En algún momento, luego de la Revolución Industrial, los países se abocaron en crecer sus economías a costa de lo que fuese, incluso del deterioro del propio hogar, la Tierra. La inmediatez, su premura y la insensata mentalidad de producir siempre más, llegaron a todos los tipos de vocaciones de trabajo; por supuesto, entre ellos, a la milenaria agricultura.
Con ello, para maximizar la producción y reducir costos, se crearon los fertilizantes artificiales como un modo de devolver a la tierra su vivacidad y nutrientes, que suelen perderse luego de una incesante siembra de la tierra. Aunque milenariamente residuos orgánicos han servido para hacer fertilizantes naturales como el estiércol de decenas de especies y residuos vegetales o animales, estos tienen un inconveniente para el paradigma de la época en la que vivimos: sus efectos son de lenta absorción y, por lo tanto, la inmediatez no es un atributo notable en ellos.
Por su parte los fertilizantes artificiales, que son hechos a base de procesos industriales con químicos como el ácido nítrico, el ácido sulfúrico y el amoníaco liberan nutrientes en el suelo como el nitrógeno, el fósforo y el potasio. Los fertilizantes artificiales (muchos de ellos contienen insecticidas y herbicidas), a diferencia de los naturales, son absorbidos inmediatamente por el suelo, lo que hace que los cultivos puedan acelerarse.

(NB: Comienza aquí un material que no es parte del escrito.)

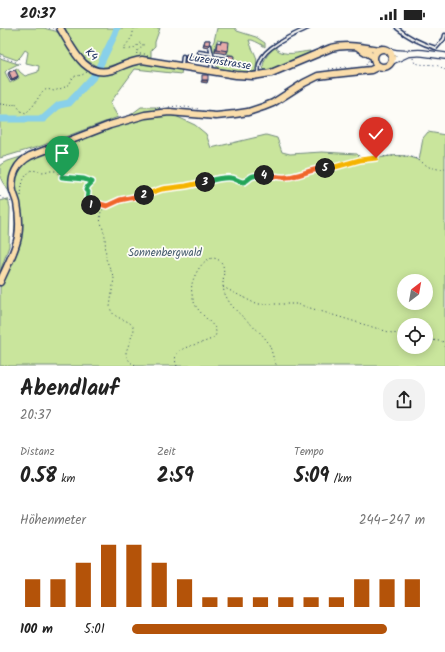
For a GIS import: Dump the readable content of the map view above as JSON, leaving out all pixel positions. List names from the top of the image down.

Sin embargo, el hecho de que los fertilizantes inorgánicos sean absorbidos tan rápidamente por el suelo tiene también sus costos negativos. Entre sus efectos nocivos están la contaminación del agua circundante y subterránea, un aumento de las sales tóxicas del suelo cuando son aplicados en grandes cantidades, y su peor riesgo es a largo plazo: degradan la vida del suelo y matan a microorganismos útiles para la nutrición de las plantas. Es decir, con el tiempo no sólo no se nutre realmente la tierra, sino que se le vuelve obsoleta rápidamente.